If it evaluates to `false`, an exception is raised; otherwise,
OCaml continues processing the rest of the program.
[assert]: http://caml.inria.fr/pub/docs/manual-ocaml/extn.html#s%3Aassert
You might want to begin collecting your test cases in a file,
so that you can conveniently run an entire set of tests.
## Hints
* Before designing or implementing any code, use the [Paper Enigma Machine][paper]
to teach yourself how the Enigma cipher works. Make sure you can decrypt
YNOXQ to OCAML as discussed in the introduction to this assignment.
* There are useful library functions in the `String` and `Char` modules.
* Think about implementing your solution in stages. Here is one possible
progression:
- First build something that works for messages that contain only a
single character, with no stepping, with a single rotor that
implements the wiring "ABCDEFGHIJKLMNOPQRSTUVWXYZ".
- Then improve your solution to something that works for
other rotor wirings.
- Then to multiple rotors.
- Then to multiple characters. This is the hardest part, because it
requires getting all the corner cases with stepping to work correctly.
Remember, stepping always occurs just before a character is enciphered.
## Karma
*Karma problems* are a way of going above and beyond the
call of 3110 duty. Solving them is not required, nor does it
earn any explicit extra credit. But the course staff will
keep track of the karma problems that you solve throughout
the semester. The number of orange camels, below, is an
indicator of how hard the karma problem might be.

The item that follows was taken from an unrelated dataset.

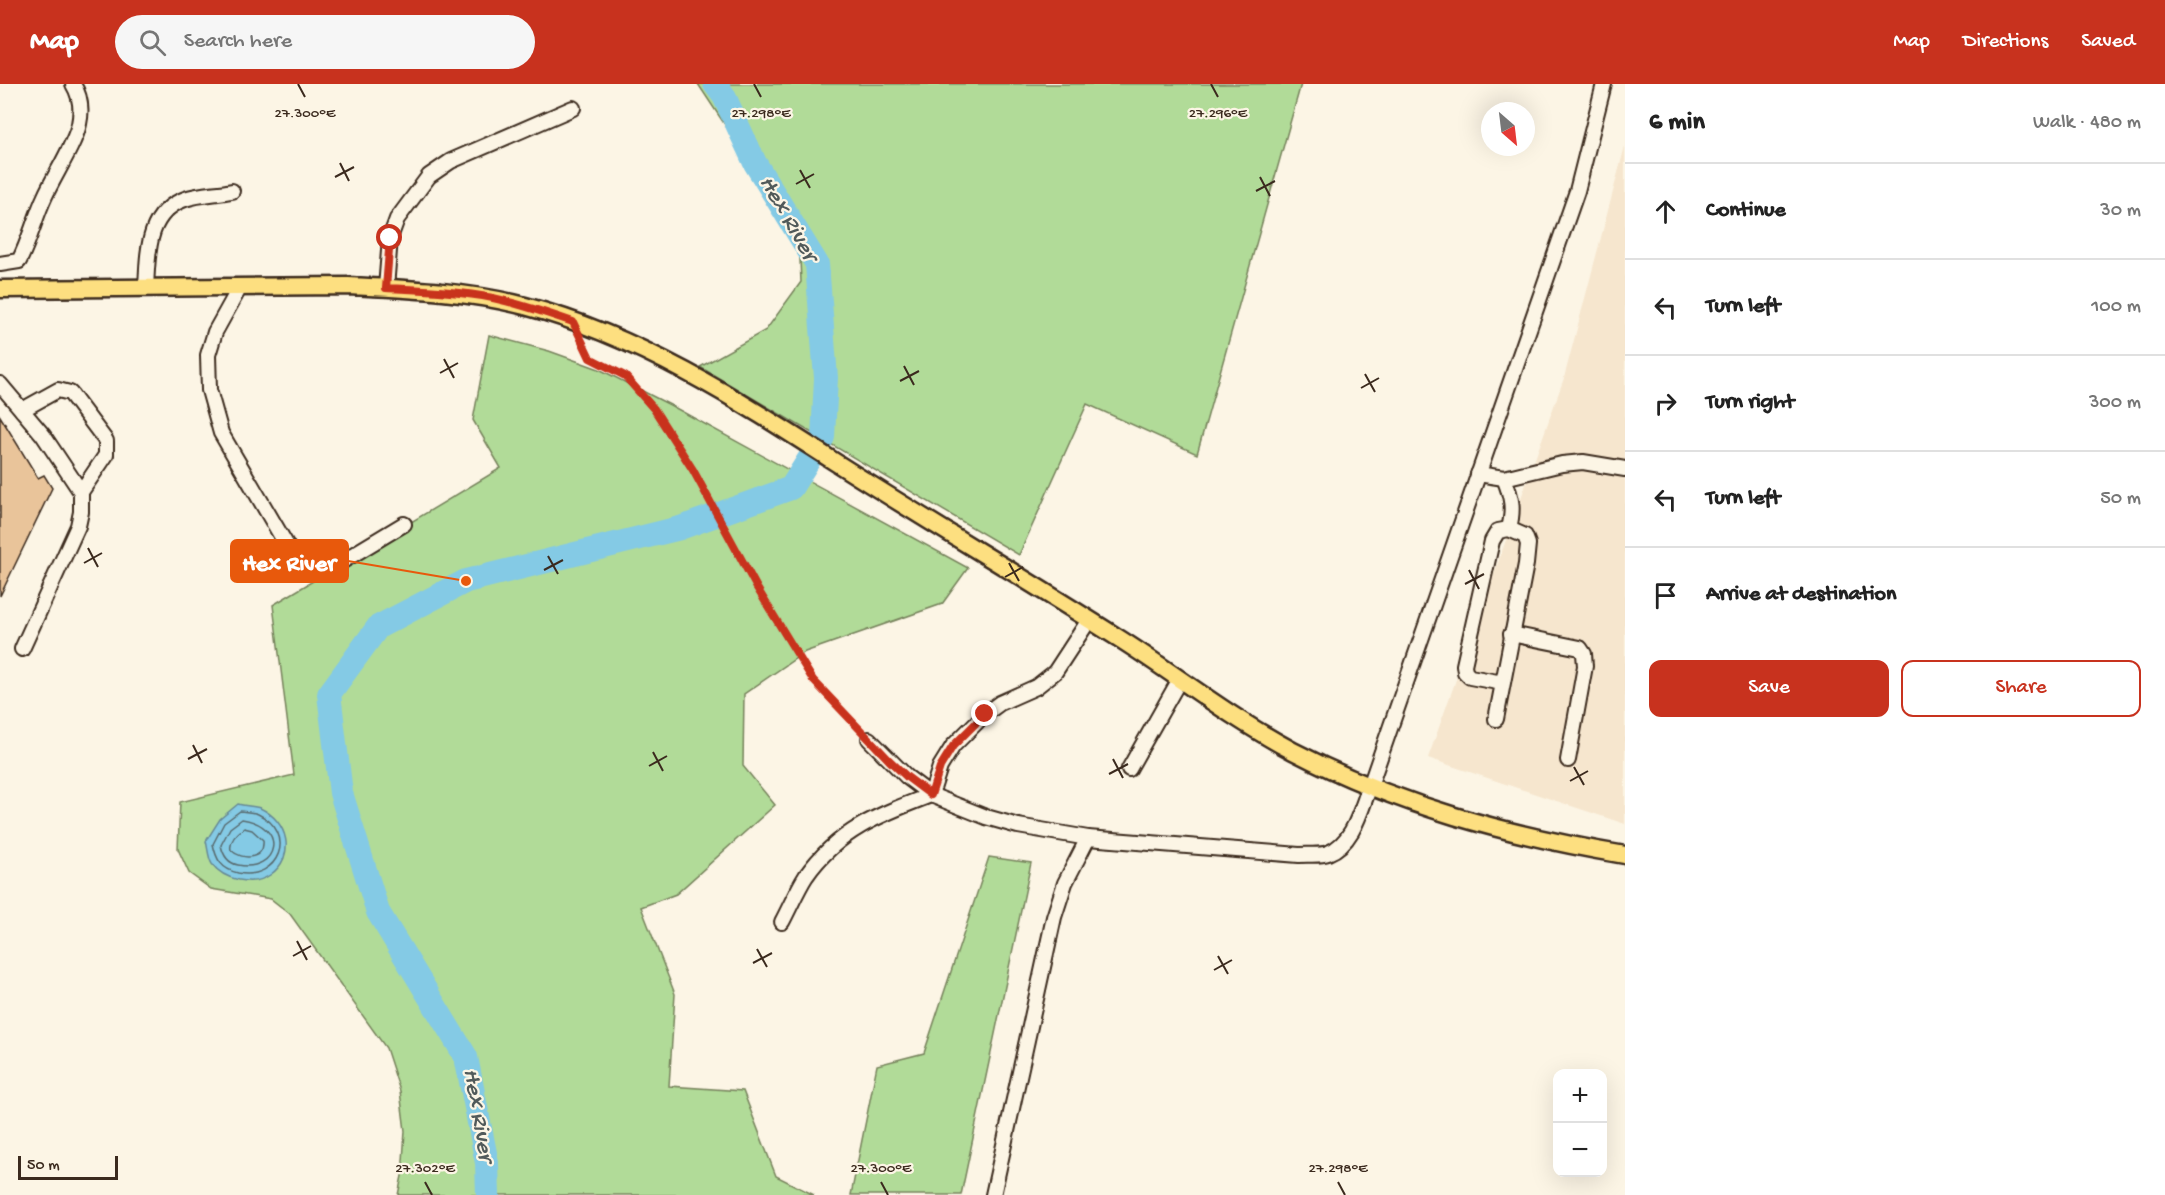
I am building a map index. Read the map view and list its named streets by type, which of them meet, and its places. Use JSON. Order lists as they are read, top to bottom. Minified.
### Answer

Be mindful that you still need to provide the required
functions, above, so make sure your implementation of any
karma functionality does not violate the
specifications/names/types of those functions.
**Enigmatic:**
For additional fun, learn about and implement some of the following:
* Ring settings (Ringstellung)
* The plugboard (Steckerbrett)
* Multiple notches on a rotor (naval rotors VI, VII, and VIII)
* The rewirable reflector (Umkehrwalze D)
**Sims:**
Implement a fancier simulation using
an [OCaml text interface library][text].
[text]: http://caml.inria.fr/cgi-bin/hump.en.cgi?sort=0&browse=64
**Codebreaker:**
Implement a tool that breaks Enigma encryptions without having the key.
A brute force attack against the simple three-rotor machine used in most
of the assignment is probably not that hard. Doing it for a five-rotor
machine with plugboard, however, could be an interesting challenge.
* * *
**Acknowledgement:** Adapted from Prof. David Reed (Creighton University).